> EXERCISE DETAILS
Check each line of the entries below for the word "name", and copy out the ones that have it.

> SUPPLIED RECORDS
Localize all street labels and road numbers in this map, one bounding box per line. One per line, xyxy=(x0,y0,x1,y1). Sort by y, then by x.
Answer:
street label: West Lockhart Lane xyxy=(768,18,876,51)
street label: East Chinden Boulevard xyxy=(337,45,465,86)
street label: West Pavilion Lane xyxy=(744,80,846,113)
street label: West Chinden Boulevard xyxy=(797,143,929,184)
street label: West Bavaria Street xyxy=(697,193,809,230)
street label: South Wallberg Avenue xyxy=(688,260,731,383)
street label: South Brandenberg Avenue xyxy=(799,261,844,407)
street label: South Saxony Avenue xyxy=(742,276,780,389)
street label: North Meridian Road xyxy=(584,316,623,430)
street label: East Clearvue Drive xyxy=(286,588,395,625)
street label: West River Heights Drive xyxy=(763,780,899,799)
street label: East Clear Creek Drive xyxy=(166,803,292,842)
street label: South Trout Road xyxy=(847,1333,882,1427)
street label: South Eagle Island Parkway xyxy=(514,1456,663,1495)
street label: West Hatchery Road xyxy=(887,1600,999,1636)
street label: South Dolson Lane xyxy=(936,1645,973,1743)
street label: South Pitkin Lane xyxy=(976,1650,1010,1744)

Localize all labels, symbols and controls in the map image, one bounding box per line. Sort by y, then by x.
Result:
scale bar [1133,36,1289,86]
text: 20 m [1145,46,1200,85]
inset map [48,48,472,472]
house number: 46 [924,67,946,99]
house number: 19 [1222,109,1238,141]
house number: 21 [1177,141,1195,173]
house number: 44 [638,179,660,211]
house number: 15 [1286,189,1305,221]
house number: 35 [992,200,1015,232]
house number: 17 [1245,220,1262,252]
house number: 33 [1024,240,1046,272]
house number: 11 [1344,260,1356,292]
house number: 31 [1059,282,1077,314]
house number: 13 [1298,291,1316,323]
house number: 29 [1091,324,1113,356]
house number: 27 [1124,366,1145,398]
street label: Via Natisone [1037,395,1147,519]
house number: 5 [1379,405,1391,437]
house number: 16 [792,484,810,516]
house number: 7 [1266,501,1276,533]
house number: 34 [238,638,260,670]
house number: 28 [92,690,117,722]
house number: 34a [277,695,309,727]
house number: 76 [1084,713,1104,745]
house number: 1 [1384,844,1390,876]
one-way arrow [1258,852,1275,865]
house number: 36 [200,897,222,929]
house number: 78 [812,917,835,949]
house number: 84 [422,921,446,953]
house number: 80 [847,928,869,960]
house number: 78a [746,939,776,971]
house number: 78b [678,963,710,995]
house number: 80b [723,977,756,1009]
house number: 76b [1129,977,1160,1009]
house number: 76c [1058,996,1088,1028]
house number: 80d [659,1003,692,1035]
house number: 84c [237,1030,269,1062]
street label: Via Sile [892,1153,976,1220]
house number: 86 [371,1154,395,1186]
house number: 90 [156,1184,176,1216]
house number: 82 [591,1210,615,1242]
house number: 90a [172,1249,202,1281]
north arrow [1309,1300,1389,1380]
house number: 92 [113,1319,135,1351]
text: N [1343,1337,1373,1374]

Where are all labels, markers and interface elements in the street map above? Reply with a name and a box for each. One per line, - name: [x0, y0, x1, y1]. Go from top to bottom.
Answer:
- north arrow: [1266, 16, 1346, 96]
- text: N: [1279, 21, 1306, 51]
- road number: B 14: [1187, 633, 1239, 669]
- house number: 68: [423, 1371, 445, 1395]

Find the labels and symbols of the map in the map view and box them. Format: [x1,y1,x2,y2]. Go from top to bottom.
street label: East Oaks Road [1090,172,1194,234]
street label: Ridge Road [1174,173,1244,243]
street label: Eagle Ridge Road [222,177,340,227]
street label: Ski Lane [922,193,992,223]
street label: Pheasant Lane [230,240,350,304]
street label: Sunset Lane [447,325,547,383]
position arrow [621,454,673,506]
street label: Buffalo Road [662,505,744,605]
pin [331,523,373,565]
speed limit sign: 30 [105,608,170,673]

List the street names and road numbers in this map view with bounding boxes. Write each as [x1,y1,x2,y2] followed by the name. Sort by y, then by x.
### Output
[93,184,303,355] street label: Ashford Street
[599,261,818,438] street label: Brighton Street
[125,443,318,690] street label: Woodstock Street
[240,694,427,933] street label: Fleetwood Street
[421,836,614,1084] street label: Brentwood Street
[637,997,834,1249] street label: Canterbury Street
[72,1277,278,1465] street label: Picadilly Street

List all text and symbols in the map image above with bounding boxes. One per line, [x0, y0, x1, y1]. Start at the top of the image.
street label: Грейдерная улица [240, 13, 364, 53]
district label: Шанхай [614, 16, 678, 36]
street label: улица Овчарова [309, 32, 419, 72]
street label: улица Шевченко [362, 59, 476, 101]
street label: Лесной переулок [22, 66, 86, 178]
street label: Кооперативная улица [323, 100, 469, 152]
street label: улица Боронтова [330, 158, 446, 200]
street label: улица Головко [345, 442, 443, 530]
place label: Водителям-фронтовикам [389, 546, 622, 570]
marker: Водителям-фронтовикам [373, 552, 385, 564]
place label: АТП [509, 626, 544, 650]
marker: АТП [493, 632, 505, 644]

> ANSWER BOX
Where are all labels, markers and interface elements in the street map above? Reply with a name and a box for each. One per line, - name: [x0, y0, x1, y1]. Go from top to bottom.
List the street names and road numbers in this map view with bounding boxes. Write each as [x1,y1,x2,y2] followed by the name. Sort by y, then by x.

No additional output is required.